─── Supplied data

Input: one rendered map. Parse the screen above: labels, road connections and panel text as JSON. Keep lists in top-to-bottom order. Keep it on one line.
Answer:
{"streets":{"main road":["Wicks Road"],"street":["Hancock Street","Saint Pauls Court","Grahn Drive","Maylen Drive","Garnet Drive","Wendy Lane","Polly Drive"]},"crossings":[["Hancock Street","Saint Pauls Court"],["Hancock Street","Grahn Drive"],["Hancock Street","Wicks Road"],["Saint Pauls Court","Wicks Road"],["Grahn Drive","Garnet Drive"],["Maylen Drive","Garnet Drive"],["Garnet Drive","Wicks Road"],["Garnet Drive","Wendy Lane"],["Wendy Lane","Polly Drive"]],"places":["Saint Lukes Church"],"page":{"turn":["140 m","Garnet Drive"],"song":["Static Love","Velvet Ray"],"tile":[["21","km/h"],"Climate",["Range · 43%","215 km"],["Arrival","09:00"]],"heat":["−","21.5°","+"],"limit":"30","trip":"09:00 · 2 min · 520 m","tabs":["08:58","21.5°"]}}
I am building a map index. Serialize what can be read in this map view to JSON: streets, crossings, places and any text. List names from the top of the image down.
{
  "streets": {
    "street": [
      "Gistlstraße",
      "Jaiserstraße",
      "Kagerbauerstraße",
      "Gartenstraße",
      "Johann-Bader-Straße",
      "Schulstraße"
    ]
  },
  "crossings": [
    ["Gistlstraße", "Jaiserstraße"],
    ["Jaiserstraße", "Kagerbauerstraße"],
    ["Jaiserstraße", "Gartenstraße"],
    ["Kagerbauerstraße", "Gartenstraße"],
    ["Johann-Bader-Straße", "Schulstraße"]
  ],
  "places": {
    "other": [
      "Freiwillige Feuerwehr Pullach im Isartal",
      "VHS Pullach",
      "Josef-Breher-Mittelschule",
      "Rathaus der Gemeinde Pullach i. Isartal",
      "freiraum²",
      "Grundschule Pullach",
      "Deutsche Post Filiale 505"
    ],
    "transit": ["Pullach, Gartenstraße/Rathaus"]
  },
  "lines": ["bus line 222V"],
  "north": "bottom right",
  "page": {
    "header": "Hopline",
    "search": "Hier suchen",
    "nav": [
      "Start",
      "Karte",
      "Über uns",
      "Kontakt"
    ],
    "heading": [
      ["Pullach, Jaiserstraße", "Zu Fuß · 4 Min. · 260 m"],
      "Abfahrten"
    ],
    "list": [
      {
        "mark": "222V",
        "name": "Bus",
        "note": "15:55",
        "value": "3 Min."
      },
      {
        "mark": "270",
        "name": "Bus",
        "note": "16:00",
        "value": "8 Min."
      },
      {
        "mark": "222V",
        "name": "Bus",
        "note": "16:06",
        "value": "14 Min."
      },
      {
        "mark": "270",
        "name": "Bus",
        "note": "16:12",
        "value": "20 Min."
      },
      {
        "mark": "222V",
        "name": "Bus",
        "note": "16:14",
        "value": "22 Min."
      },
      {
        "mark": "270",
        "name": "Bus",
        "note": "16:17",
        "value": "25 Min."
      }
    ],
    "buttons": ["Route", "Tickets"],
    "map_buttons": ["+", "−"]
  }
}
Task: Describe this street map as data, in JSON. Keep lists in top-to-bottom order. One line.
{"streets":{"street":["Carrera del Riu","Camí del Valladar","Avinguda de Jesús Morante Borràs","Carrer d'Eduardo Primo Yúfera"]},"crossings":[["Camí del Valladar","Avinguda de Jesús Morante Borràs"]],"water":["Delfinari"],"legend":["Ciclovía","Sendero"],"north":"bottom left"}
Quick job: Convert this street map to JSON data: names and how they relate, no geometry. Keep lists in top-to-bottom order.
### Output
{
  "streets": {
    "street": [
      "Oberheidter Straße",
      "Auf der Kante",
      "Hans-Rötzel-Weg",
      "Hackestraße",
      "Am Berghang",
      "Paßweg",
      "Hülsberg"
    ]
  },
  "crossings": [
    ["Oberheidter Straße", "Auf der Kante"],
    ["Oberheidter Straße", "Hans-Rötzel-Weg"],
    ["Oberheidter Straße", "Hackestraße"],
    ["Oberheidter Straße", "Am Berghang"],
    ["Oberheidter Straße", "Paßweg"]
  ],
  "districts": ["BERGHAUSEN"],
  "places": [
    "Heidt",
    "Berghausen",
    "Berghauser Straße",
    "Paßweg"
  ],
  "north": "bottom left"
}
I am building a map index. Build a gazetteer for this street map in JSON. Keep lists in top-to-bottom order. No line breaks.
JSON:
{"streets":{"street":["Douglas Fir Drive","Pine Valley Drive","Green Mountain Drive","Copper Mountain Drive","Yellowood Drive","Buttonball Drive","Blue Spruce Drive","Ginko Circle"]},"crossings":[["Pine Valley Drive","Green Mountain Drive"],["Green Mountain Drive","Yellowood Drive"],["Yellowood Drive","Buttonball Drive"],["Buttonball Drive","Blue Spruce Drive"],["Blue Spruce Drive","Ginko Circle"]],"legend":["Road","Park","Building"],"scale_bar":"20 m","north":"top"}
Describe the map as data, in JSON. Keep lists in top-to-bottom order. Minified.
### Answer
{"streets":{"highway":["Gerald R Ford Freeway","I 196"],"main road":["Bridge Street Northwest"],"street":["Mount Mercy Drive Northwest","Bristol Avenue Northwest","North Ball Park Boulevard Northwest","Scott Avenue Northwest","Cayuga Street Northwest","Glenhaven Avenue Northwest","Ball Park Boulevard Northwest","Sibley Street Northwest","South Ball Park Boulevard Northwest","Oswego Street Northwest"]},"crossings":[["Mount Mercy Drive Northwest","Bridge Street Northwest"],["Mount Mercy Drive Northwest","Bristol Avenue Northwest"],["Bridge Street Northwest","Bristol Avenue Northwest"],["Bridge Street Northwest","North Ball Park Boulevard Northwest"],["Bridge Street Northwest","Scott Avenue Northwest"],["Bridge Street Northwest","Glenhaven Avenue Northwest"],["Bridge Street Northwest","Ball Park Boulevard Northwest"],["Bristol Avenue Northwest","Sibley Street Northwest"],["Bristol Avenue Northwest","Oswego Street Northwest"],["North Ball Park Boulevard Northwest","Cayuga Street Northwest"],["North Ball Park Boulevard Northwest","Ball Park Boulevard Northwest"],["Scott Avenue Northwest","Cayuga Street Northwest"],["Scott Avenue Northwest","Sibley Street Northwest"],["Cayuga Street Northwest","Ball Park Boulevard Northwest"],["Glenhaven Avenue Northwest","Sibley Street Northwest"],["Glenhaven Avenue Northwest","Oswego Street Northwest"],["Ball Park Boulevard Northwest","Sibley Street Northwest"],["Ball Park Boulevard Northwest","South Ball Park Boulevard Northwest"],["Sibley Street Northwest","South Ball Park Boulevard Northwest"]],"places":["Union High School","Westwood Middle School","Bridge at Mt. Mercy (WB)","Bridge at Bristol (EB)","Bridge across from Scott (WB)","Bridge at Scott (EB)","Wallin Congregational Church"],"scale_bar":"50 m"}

──────

About this exercise >> The answer must be every line of the data that contains the word "Gistlstraße".

Output for this exercise >>
      "Gistlstraße",
    ["Gistlstraße", "Jaiserstraße"],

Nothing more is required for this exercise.